[Collected data]
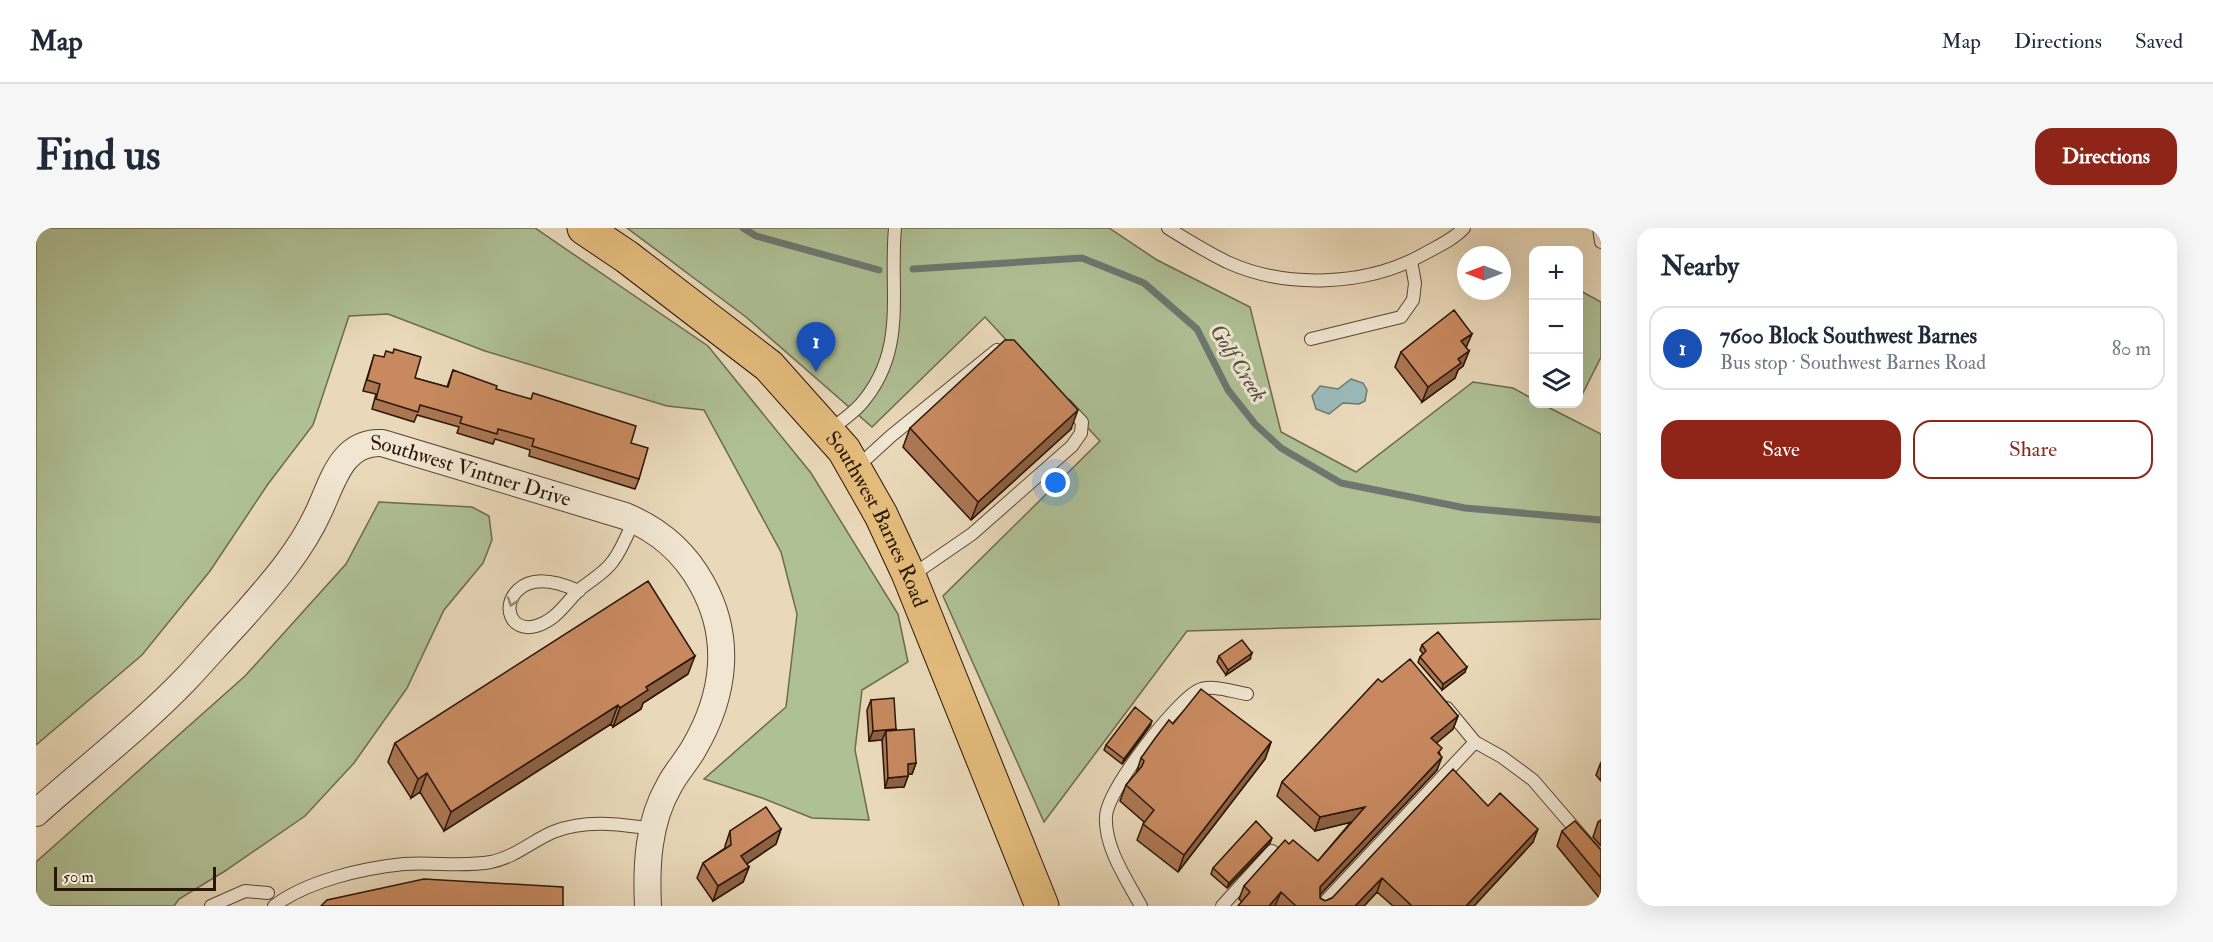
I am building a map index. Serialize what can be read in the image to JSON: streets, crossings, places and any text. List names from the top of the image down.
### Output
{
  "streets": {
    "main road": ["Southwest Barnes Road"],
    "street": ["Southwest Vintner Drive"]
  },
  "water": ["Golf Creek"],
  "scale_bar": "50 m",
  "north": "left",
  "page": {
    "header": "Map",
    "nav": ["Map", "Directions", "Saved"],
    "buttons": [
      "Directions",
      ["Save", "Share"]
    ],
    "title": "Find us",
    "heading": "Nearby",
    "map_buttons": ["+", "−"],
    "list": [
      {
        "mark": "1",
        "name": "7600 Block Southwest Barnes",
        "note": "Bus stop · Southwest Barnes Road",
        "value": "80 m"
      }
    ],
    "pins": "1",
    "scale": "50 m"
  }
}
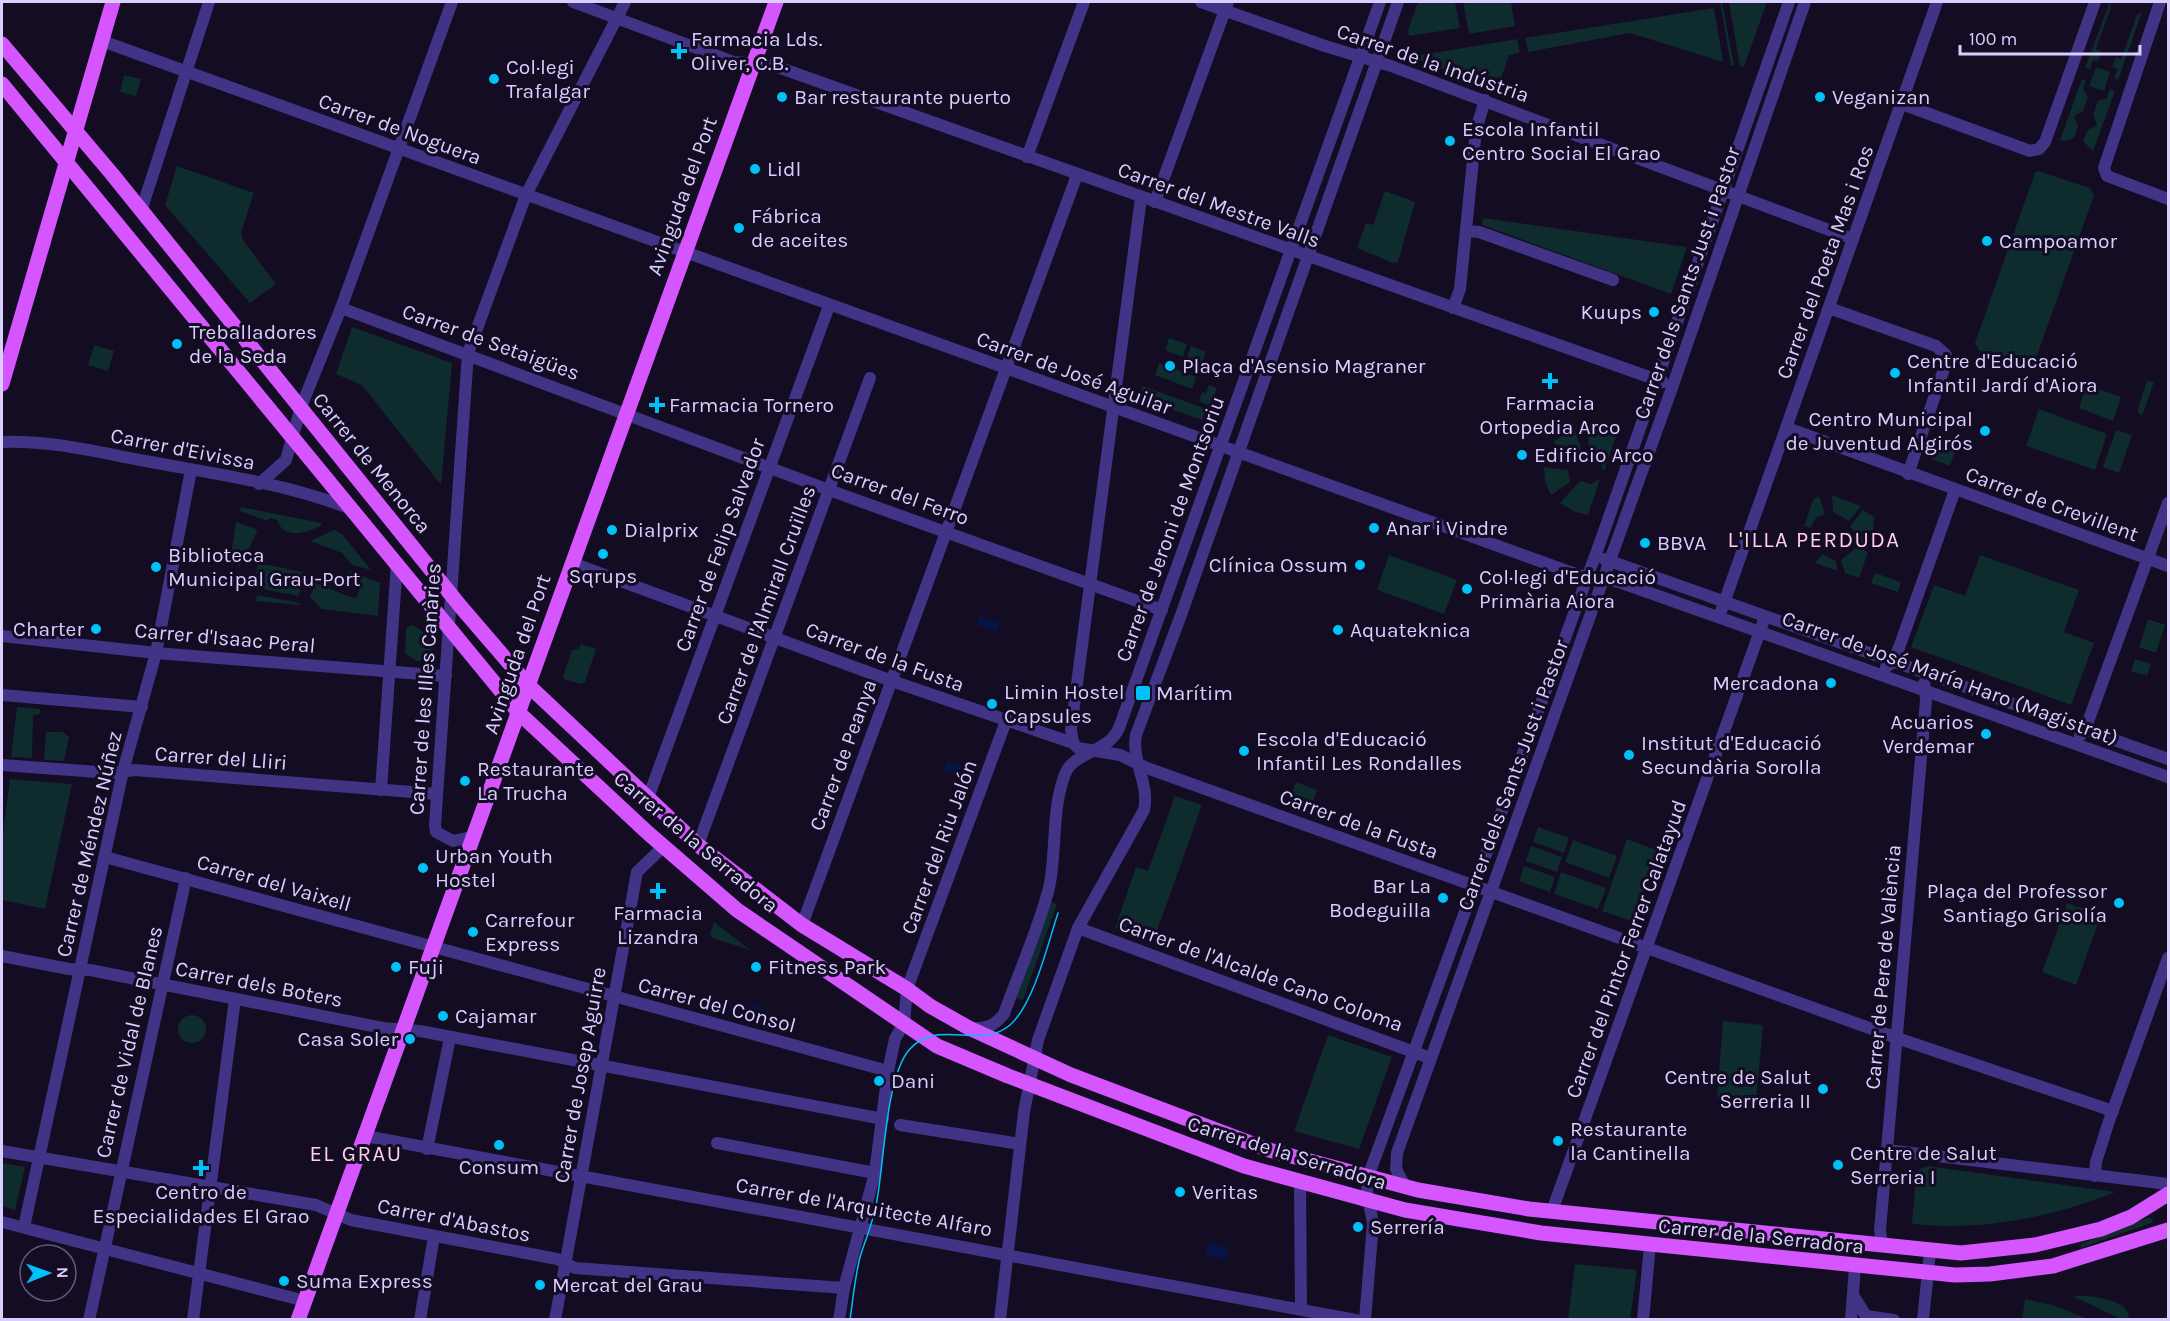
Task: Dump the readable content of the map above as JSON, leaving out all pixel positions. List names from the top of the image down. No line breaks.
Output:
{"streets":{"main road":["Avinguda del Port","Carrer de Menorca","Carrer de la Serradora"],"street":["Carrer de la Indústria","Carrer de Noguera","Carrer del Mestre Valls","Carrer del Poeta Mas i Ros","Carrer dels Sants Just i Pastor","Carrer de Setaigües","Carrer de José Aguilar","Carrer d'Eivissa","Carrer del Ferro","Carrer de Crevillent","Carrer de Jeroni de Montsoriu","Carrer de Felip Salvador","Carrer de l'Almirall Cruïlles","Carrer d'Isaac Peral","Carrer de la Fusta","Carrer de José María Haro (Magistrat)","Carrer de les Illes Canàries","Carrer de Peanya","Carrer del Lliri","Carrer de Méndez Núñez","Carrer del Riu Jalón","Carrer del Vaixell","Carrer del Pintor Ferrer Calatayud","Carrer de Pere de València","Carrer de l'Alcalde Cano Coloma","Carrer dels Boters","Carrer del Consol","Carrer de Vidal de Blanes","Carrer de Josep Aguirre","Carrer de l'Arquitecte Alfaro","Carrer d'Abastos"]},"crossings":[["Carrer de la Indústria","Carrer del Poeta Mas i Ros"],["Carrer de la Indústria","Carrer dels Sants Just i Pastor"],["Carrer de la Indústria","Carrer de Jeroni de Montsoriu"],["Carrer de Noguera","Avinguda del Port"],["Carrer de Noguera","Carrer de José Aguilar"],["Carrer de Noguera","Carrer de les Illes Canàries"],["Avinguda del Port","Carrer del Mestre Valls"],["Avinguda del Port","Carrer de Setaigües"],["Avinguda del Port","Carrer de José Aguilar"],["Avinguda del Port","Carrer de Menorca"],["Avinguda del Port","Carrer del Ferro"],["Avinguda del Port","Carrer de la Fusta"],["Avinguda del Port","Carrer de les Illes Canàries"],["Avinguda del Port","Carrer de la Serradora"],["Avinguda del Port","Carrer del Vaixell"],["Avinguda del Port","Carrer dels Boters"],["Avinguda del Port","Carrer del Consol"],["Avinguda del Port","Carrer de l'Arquitecte Alfaro"],["Avinguda del Port","Carrer d'Abastos"],["Carrer del Mestre Valls","Carrer dels Sants Just i Pastor"],["Carrer del Mestre Valls","Carrer de Jeroni de Montsoriu"],["Carrer del Mestre Valls","Carrer de les Illes Canàries"],["Carrer del Mestre Valls","Carrer de Peanya"],["Carrer del Poeta Mas i Ros","Carrer de Crevillent"],["Carrer del Poeta Mas i Ros","Carrer de José María Haro (Magistrat)"],["Carrer dels Sants Just i Pastor","Carrer de José Aguilar"],["Carrer dels Sants Just i Pastor","Carrer de la Fusta"],["Carrer dels Sants Just i Pastor","Carrer de José María Haro (Magistrat)"],["Carrer dels Sants Just i Pastor","Carrer de la Serradora"],["Carrer dels Sants Just i Pastor","Carrer de l'Alcalde Cano Coloma"],["Carrer de Setaigües","Carrer del Ferro"],["Carrer de Setaigües","Carrer de les Illes Canàries"],["Carrer de José Aguilar","Carrer de Jeroni de Montsoriu"],["Carrer de José Aguilar","Carrer de Felip Salvador"],["Carrer de José Aguilar","Carrer de José María Haro (Magistrat)"],["Carrer de José Aguilar","Carrer de Peanya"],["Carrer d'Eivissa","Carrer de Menorca"],["Carrer d'Eivissa","Carrer de Méndez Núñez"],["Carrer de Menorca","Carrer de les Illes Canàries"],["Carrer de Menorca","Carrer de la Serradora"],["Carrer del Ferro","Carrer de Jeroni de Montsoriu"],["Carrer del Ferro","Carrer de Felip Salvador"],["Carrer del Ferro","Carrer de l'Almirall Cruïlles"],["Carrer del Ferro","Carrer de Peanya"],["Carrer de Jeroni de Montsoriu","Carrer de la Fusta"],["Carrer de Jeroni de Montsoriu","Carrer de la Serradora"],["Carrer de Jeroni de Montsoriu","Carrer de l'Alcalde Cano Coloma"],["Carrer de Jeroni de Montsoriu","Carrer de l'Arquitecte Alfaro"],["Carrer de Felip Salvador","Carrer de la Fusta"],["Carrer de Felip Salvador","Carrer de la Serradora"],["Carrer de l'Almirall Cruïlles","Carrer de la Fusta"],["Carrer de l'Almirall Cruïlles","Carrer de la Serradora"],["Carrer d'Isaac Peral","Carrer de les Illes Canàries"],["Carrer d'Isaac Peral","Carrer de Méndez Núñez"],["Carrer de la Fusta","Carrer de Peanya"],["Carrer de la Fusta","Carrer del Riu Jalón"],["Carrer de la Fusta","Carrer del Pintor Ferrer Calatayud"],["Carrer de la Fusta","Carrer de Pere de València"],["Carrer de José María Haro (Magistrat)","Carrer del Pintor Ferrer Calatayud"],["Carrer de José María Haro (Magistrat)","Carrer de Pere de València"],["Carrer de les Illes Canàries","Carrer del Lliri"],["Carrer de Peanya","Carrer de la Serradora"],["Carrer del Lliri","Carrer de Méndez Núñez"],["Carrer de la Serradora","Carrer del Riu Jalón"],["Carrer de la Serradora","Carrer del Pintor Ferrer Calatayud"],["Carrer de la Serradora","Carrer de Pere de València"],["Carrer de la Serradora","Carrer de Josep Aguirre"],["Carrer de Méndez Núñez","Carrer del Vaixell"],["Carrer de Méndez Núñez","Carrer dels Boters"],["Carrer de Méndez Núñez","Carrer d'Abastos"],["Carrer del Riu Jalón","Carrer dels Boters"],["Carrer del Riu Jalón","Carrer del Consol"],["Carrer del Riu Jalón","Carrer de l'Arquitecte Alfaro"],["Carrer del Riu Jalón","Carrer d'Abastos"],["Carrer del Vaixell","Carrer del Consol"],["Carrer del Vaixell","Carrer de Vidal de Blanes"],["Carrer dels Boters","Carrer de Vidal de Blanes"],["Carrer dels Boters","Carrer de Josep Aguirre"],["Carrer del Consol","Carrer de Josep Aguirre"],["Carrer de Vidal de Blanes","Carrer d'Abastos"],["Carrer de Josep Aguirre","Carrer de l'Arquitecte Alfaro"],["Carrer de Josep Aguirre","Carrer d'Abastos"]],"districts":["L'ILLA PERDUDA","EL GRAU"],"places":{"health":["Farmacia Lds. Oliver, C.B.","Farmacia Ortopedia Arco","Farmacia Tornero","Farmacia Lizandra","Centro de Especialidades El Grao"],"other":["Col·legi Trafalgar","Bar restaurante puerto","Veganizan","Escola Infantil Centro Social El Grao","Lidl","Fábrica de aceites","Campoamor","Kuups","Treballadores de la Seda","Plaça d'Asensio Magraner","Centre d'Educació Infantil Jardí d'Aiora","Centro Municipal de Juventud Algirós","Edificio Arco","Anar i Vindre","Dialprix","BBVA","Sqrups","Clínica Ossum","Biblioteca Municipal Grau-Port","Col·legi d'Educació Primària Aiora","Charter","Aquateknica","Mercadona","Limin Hostel Capsules","Acuarios Verdemar","Escola d'Educació Infantil Les Rondalles","Institut d'Educació Secundària Sorolla","Restaurante La Trucha","Urban Youth Hostel","Bar La Bodeguilla","Plaça del Professor Santiago Grisolía","Carrefour Express","Fuji","Fitness Park","Cajamar","Casa Soler","Dani","Centre de Salut Serreria II","Restaurante la Cantinella","Consum","Centre de Salut Serreria I","Veritas","Serrería","Suma Express","Mercat del Grau"],"transit":["Marítim"]},"scale_bar":"100 m","north":"right"}
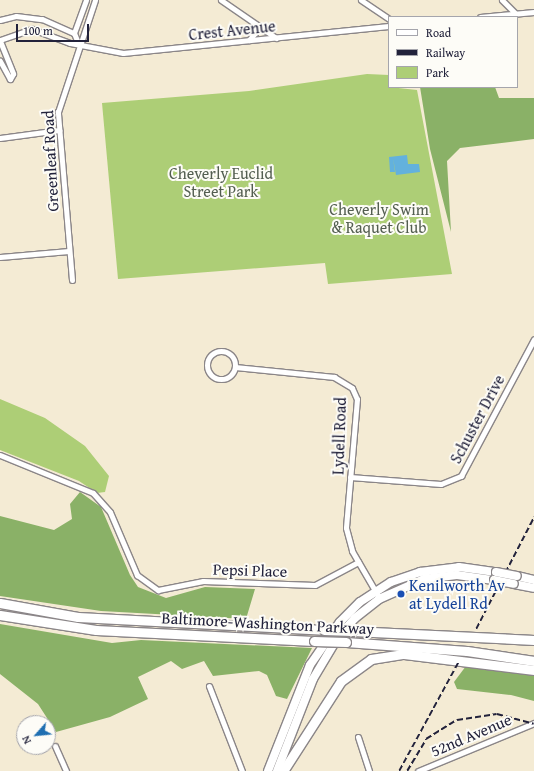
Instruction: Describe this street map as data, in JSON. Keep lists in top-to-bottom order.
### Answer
{
  "streets": {
    "highway": ["Baltimore-Washington Parkway"],
    "street": [
      "Crest Avenue",
      "Greenleaf Road",
      "Schuster Drive",
      "Lydell Road",
      "Pepsi Place",
      "52nd Avenue"
    ]
  },
  "crossings": [
    ["Crest Avenue", "Greenleaf Road"],
    ["Schuster Drive", "Lydell Road"],
    ["Lydell Road", "Pepsi Place"]
  ],
  "parks": ["Cheverly Euclid Street Park", "Cheverly Swim & Raquet Club"],
  "places": ["Kenilworth Av at Lydell Rd"],
  "legend": ["Road", "Railway", "Park"],
  "scale_bar": "100 m",
  "north": "bottom left"
}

◆ Problem description ◆
Transcribe exactly the lines that run from the first line of the records above through the line with "Task: Dump the", and include both of those lines; pictures stay out.

◆ Finished exercise ◆
I am building a map index. Serialize what can be read in the image to JSON: streets, crossings, places and any text. List names from the top of the image down.
### Output
{
  "streets": {
    "main road": ["Southwest Barnes Road"],
    "street": ["Southwest Vintner Drive"]
  },
  "water": ["Golf Creek"],
  "scale_bar": "50 m",
  "north": "left",
  "page": {
    "header": "Map",
    "nav": ["Map", "Directions", "Saved"],
    "buttons": [
      "Directions",
      ["Save", "Share"]
    ],
    "title": "Find us",
    "heading": "Nearby",
    "map_buttons": ["+", "−"],
    "list": [
      {
        "mark": "1",
        "name": "7600 Block Southwest Barnes",
        "note": "Bus stop · Southwest Barnes Road",
        "value": "80 m"
      }
    ],
    "pins": "1",
    "scale": "50 m"
  }
}
Task: Dump the readable content of the map above as JSON, leaving out all pixel positions. List names from the top of the image down. No line breaks.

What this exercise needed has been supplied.